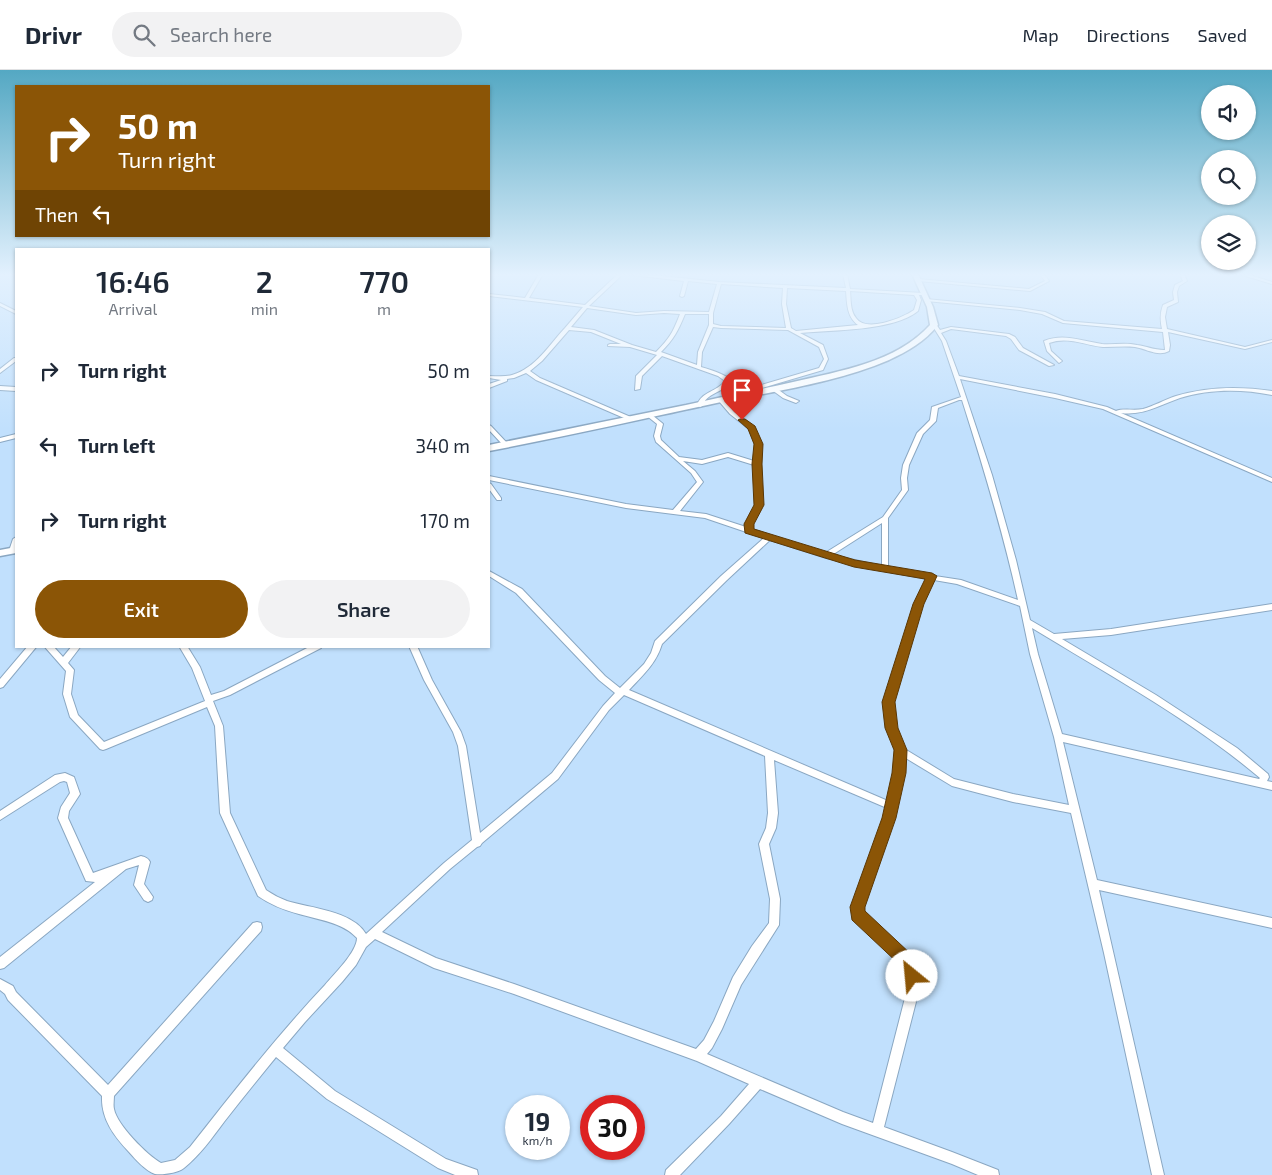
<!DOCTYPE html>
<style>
body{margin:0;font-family:"Exo 2",sans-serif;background:#f2f2f3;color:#1f2937;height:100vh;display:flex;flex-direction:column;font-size:19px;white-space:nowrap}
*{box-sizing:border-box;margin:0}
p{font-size:16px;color:#747a83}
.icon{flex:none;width:28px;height:28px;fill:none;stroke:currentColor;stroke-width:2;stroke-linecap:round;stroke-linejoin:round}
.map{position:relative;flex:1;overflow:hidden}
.details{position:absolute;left:15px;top:178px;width:475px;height:400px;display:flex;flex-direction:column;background:#fff;border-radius:0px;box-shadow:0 1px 4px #0004}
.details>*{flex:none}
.top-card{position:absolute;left:15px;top:15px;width:475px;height:152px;border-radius:0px;box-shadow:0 1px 4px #0004;background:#8b5506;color:#fff;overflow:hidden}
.controls{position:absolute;left:1201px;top:15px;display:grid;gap:10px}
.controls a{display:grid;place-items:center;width:55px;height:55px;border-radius:50%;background:#fff;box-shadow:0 1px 4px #0004;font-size:25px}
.speed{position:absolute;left:505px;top:1025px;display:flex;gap:10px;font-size:25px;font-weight:700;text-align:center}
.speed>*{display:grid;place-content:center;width:65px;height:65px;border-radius:50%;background:#fff;box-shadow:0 1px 4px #0004;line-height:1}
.speed small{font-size:12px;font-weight:400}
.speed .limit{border:8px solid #d22;background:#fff;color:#111}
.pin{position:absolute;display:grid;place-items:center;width:42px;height:42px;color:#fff;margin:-51px -21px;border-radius:50% 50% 50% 0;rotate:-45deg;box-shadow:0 0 5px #0007}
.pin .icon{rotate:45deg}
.me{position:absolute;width:55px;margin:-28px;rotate:332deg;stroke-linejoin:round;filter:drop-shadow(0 0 4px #0008)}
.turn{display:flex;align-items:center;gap:18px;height:105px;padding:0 20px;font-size:22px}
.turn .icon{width:65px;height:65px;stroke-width:2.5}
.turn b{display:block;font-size:35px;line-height:42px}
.then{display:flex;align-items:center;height:48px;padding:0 20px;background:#0003;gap:10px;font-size:19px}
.eta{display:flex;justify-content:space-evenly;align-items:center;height:85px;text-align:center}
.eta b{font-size:30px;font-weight:600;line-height:35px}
.primary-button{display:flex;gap:10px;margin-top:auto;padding:10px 20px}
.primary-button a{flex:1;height:58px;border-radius:30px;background:#8b5506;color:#fff;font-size:20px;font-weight:600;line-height:58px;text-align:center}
.primary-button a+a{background:#f2f2f3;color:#1f2937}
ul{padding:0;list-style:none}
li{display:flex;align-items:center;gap:15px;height:75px;padding:0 20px}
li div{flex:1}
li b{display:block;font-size:19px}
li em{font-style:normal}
header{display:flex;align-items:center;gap:30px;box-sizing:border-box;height:70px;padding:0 25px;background:#fff;border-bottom:1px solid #e0e1e3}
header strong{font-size:24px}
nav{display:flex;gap:28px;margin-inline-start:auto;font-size:18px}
.search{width:350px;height:45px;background:#f2f2f3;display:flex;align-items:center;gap:12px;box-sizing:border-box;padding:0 18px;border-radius:28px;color:#747a83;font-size:19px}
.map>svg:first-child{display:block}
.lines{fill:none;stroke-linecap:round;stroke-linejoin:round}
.street-casing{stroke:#8aa7c2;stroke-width:2}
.secondary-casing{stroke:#8aa7c2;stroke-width:3}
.street{fill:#fff;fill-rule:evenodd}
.secondary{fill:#fff;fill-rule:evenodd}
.route{fill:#8b5506;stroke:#5a3704}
</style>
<header>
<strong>Drivr</strong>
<div class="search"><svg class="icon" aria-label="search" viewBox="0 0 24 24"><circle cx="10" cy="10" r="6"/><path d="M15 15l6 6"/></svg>Search here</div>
<nav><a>Map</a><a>Directions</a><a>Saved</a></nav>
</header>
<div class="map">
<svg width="1272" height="1105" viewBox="0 0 1272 1105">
<rect width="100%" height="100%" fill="#c1e0fd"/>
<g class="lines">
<defs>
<path id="street" d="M539,204H543L529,228L585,235L618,204H623L589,236L636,243L664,241L709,242L717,214L688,211L684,226L682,227L680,226L684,211L623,204H643L719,212L846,218L843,204H847L850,219L924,223L926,224L924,225H919L921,230L918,241C894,261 832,260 800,263L823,275L828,289L823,300L762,318L748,326L745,324L749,321L737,319L729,313C719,325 708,322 702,336L700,337L697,335C702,321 717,322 725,311L718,306L662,286L642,306L640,319L635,320L636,306L657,285L630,277L608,276V275L610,274H621L591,262L569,260L542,291L530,301L540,308L633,348L634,349L631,351L536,310L526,303L514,308L507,309V311L489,318V314L501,310L489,308V306C497,306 505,307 512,305C536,298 549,275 565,258C571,251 577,244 583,237L489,226V224L525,228ZM721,214L783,218L782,234L786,258L721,256L713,254V243ZM787,218L846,221C847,234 847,247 858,255L796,261L791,258L786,234ZM850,221L914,225L917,230L914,240C902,248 866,263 856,248C850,241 851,230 850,221ZM587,238L636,245L664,243L680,244C673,262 670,268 656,282L632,275L594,260L571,257ZM685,244H709V255L698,282L697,295L661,282C674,269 678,261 685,244ZM713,257L721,258L788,260L819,277L824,289L819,298L758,316C744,324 733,309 721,304C715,301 708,299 701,297L702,282Z
M1040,204H1044L1049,211L1030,221L918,211L916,210L918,209L1029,219L1045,211Z
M1180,204H1184L1187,211L1179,216L1177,222L1178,232L1167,237L1165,247L1167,259L1245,277L1272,270V272L1245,279L1168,262L1170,275L1169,281C1158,287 1147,279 1135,277C1125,276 1114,277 1103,277C1085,275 1067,266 1049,273L1051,281L1062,291L1059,293L1047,281L1044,271C1064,263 1081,271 1102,274C1113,275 1125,272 1137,275C1146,276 1154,280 1164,280H1165L1163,262L1063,253L1042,244L1020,240L926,231L924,230L926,229L1020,238L1045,242L1064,251L1162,259C1160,250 1160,243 1163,235L1174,230L1173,222L1175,215L1183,211Z
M1239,204H1247L1272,212V214Z
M0,233L16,241V244L0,236Z
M932,254H936L940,260L951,257L1009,264L1015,267L1023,278L1054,295L1049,296L1019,280L1011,269L1006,266L951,259L941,263L946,271L959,306L1055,324L1107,337L1116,341C1123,338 1134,341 1143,339C1154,336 1164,330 1176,326C1206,317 1240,316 1272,321V325C1242,319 1209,319 1180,328C1160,335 1143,346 1121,343L1272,408V412L1103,339L1055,328L960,309L992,405L1016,490L1030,550L1054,564L1111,559L1272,534V540L1111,565L1062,569L1156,625L1237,678L1268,704L1269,707L1267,711L1272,712V720L1063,672L1097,810L1272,848V858L1099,820L1164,1105H1152L1104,883L1071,743L1013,732L952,716L904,687C903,727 888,765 876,802C873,810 862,835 863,842C890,869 918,879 918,924L884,1057L952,1082L998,1100L999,1105H978L952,1094L842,1054L760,1019L729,1054L680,1105H665L666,1100L721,1046L749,1014L697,991L514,924L434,898L375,869L366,877L356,895L342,912L305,952L283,978L335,1021L446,1089L477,1100L478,1105H455L438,1098L327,1029L276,987C259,1008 241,1030 224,1052C212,1068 200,1085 184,1098C178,1103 163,1105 155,1104C146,1101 136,1090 129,1082C114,1066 101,1049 102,1026L8,930L5,924L0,920V909L13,916L16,922L108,1015L253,853L257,852L261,853L262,857L261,861L114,1026C114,1030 113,1035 114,1039C117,1055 147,1085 161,1093L175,1090L190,1077C234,1021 277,966 325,915C334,904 357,882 357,868C342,852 319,850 299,844C284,840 271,835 258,826L220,743L215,656L207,637L106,679L103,680L100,679L70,647L63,624L66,601L44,576H53L63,587L72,576H81L68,593L74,600L71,624L78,645L104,672L205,631L192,598L179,576H187L200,597L211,625L224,621L311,576H322L321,578L230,625L213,631L223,656L230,743L266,820C272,824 279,828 287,831C310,838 353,841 366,864L444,793L472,770L458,676L453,662L424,610L409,576H417L432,610L461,662L466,676L480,763L552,703L603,636L615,623L599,610L516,523L489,506V501L522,519L605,606L620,618L644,594L651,583L655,571L721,506L764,468L705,448L626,438L489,410V406L626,434L673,440L697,412L691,403L656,372L654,366L657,354L647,346L650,344L652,345L662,353L663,354L660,366L661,370L679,387L702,390L728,383L754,391L755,374L749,359L730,344L718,330L721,328L723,329L734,342L754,357L761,374L760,394L762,435L752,454V459L825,483L883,447L902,420L901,408L903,395L917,363L930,350L932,337L961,327L942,271L932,255ZM959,330H962C983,396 1003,462 1018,530L961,510L935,506L932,504L929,505L888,497V448L908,420L907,408L909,395L923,364L936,351L938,338ZM728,387L754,395L756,435L746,454V457L706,444L680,441L703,412L695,401L683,391L702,394ZM882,453V496L832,485ZM770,470L826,488L885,501L927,509L914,534L885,633L887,657L896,680L895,703L888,731L629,620C642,606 656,594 662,574L727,510ZM934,510L957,514L1020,536L1030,584L1054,667L1069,735L1013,724L954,709L903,678L895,657L893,633L922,534ZM1032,558C1109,605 1190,649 1260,708L1259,709L1062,664L1038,584ZM624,625L765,686L768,743L766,758L759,774L770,829L769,853L752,876L733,907L714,951L704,970L696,979L514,914L436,888L382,862L450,799L477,777L480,776L482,773L558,709L609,640ZM774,690L887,738L884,748C876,772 869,797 859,820C857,826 852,832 852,838C851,853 895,879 903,898C907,906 907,915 906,924L873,1053L843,1042L707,984L712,978L722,959L741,915L779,855L780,829L769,774L776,758L778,743Z
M14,288H16V291L0,303V299Z
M0,316L16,317V321L0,320Z
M772,318H776L787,326L799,331L796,333L783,328L772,320Z
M489,355L491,356L507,373V375H503L489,360Z
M16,364V368L0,372V368Z
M489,413L491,414L501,428V430H497L489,419Z
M16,467L15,481L12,483H10L9,481L13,469Z
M28,576H37L3,617L0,618V609Z
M65,703L74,707L80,724L69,741L68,748L93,803L141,786C145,787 148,788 150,792L144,814L153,827L152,830L148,832L144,830L134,815L139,795L126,799L4,898L0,899V887L95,812L86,811L58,748L61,737L70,723L67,712L64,711L60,712L0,750V741L55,705Z"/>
<path id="secondary" d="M912,204H918L933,237L938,255C924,272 908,281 889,290C835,313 770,322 712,334C638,350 563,367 489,381V375C555,362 620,348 686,335C721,327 757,320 793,312C840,301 897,292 930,255L927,237Z
M16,477V483L0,486V480Z"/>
</defs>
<use href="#street" class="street-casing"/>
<use href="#secondary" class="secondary-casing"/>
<use href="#street" class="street"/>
<use href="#secondary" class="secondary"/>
</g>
<linearGradient id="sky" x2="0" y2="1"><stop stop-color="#54a8c3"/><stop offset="0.57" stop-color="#e3f1fe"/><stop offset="1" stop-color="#e3f1fe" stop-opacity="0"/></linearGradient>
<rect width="1272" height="359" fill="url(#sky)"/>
<path class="route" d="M740,349H745L755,356L763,374L762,394L764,435L754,454V459L855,490L932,503L937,506L924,534L895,632L898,658L907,680L906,703L896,748L865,837V841L913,886L920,906L918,911L912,914L906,911L901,896L852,850L850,837L882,748L892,703L894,680L885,658L882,632L913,534L925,509L854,497L745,463L744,454L754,435L752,394L754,374L748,359L738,350Z"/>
</svg>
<div class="controls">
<a><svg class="icon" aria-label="sound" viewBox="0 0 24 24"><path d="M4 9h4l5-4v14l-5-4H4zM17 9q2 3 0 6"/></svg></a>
<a><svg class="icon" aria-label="search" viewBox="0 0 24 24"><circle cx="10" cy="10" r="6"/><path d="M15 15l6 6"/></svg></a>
<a><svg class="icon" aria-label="layers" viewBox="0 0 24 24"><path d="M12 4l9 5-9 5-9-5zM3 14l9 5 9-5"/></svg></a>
</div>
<div class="speed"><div>19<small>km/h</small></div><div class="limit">30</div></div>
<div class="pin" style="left:742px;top:350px;background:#d93025"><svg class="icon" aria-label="arrive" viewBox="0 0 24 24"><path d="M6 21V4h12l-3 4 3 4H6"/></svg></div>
<svg class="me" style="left:912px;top:906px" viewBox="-20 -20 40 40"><circle r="19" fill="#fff"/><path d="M0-13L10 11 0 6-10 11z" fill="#8b5506"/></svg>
<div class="top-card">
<div class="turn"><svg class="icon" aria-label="right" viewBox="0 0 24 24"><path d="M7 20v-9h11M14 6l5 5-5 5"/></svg><div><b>50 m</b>Turn right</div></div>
<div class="then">Then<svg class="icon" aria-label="left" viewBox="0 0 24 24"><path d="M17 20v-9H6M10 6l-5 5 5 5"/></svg></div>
</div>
<section class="details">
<div class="eta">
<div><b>16:46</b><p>Arrival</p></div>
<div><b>2</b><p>min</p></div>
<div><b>770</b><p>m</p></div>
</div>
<ul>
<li><svg class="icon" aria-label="right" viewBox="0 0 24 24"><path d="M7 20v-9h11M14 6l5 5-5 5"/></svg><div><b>Turn right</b></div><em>50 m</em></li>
<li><svg class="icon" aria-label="left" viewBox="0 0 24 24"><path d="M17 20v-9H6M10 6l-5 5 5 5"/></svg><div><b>Turn left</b></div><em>340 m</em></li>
<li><svg class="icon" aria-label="right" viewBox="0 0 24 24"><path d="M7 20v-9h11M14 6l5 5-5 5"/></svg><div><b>Turn right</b></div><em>170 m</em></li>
</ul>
<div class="primary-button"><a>Exit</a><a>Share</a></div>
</section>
</div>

* * * * * * *

§ DIRECTIONS:
From the line containing "<div><b>2</b><p>min</p></div>" to the final line of the entries, print every line exactly and nothing else.

§ EXERCISE ANSWER:
<div><b>2</b><p>min</p></div>
<div><b>770</b><p>m</p></div>
</div>
<ul>
<li><svg class="icon" aria-label="right" viewBox="0 0 24 24"><path d="M7 20v-9h11M14 6l5 5-5 5"/></svg><div><b>Turn right</b></div><em>50 m</em></li>
<li><svg class="icon" aria-label="left" viewBox="0 0 24 24"><path d="M17 20v-9H6M10 6l-5 5 5 5"/></svg><div><b>Turn left</b></div><em>340 m</em></li>
<li><svg class="icon" aria-label="right" viewBox="0 0 24 24"><path d="M7 20v-9h11M14 6l5 5-5 5"/></svg><div><b>Turn right</b></div><em>170 m</em></li>
</ul>
<div class="primary-button"><a>Exit</a><a>Share</a></div>
</section>
</div>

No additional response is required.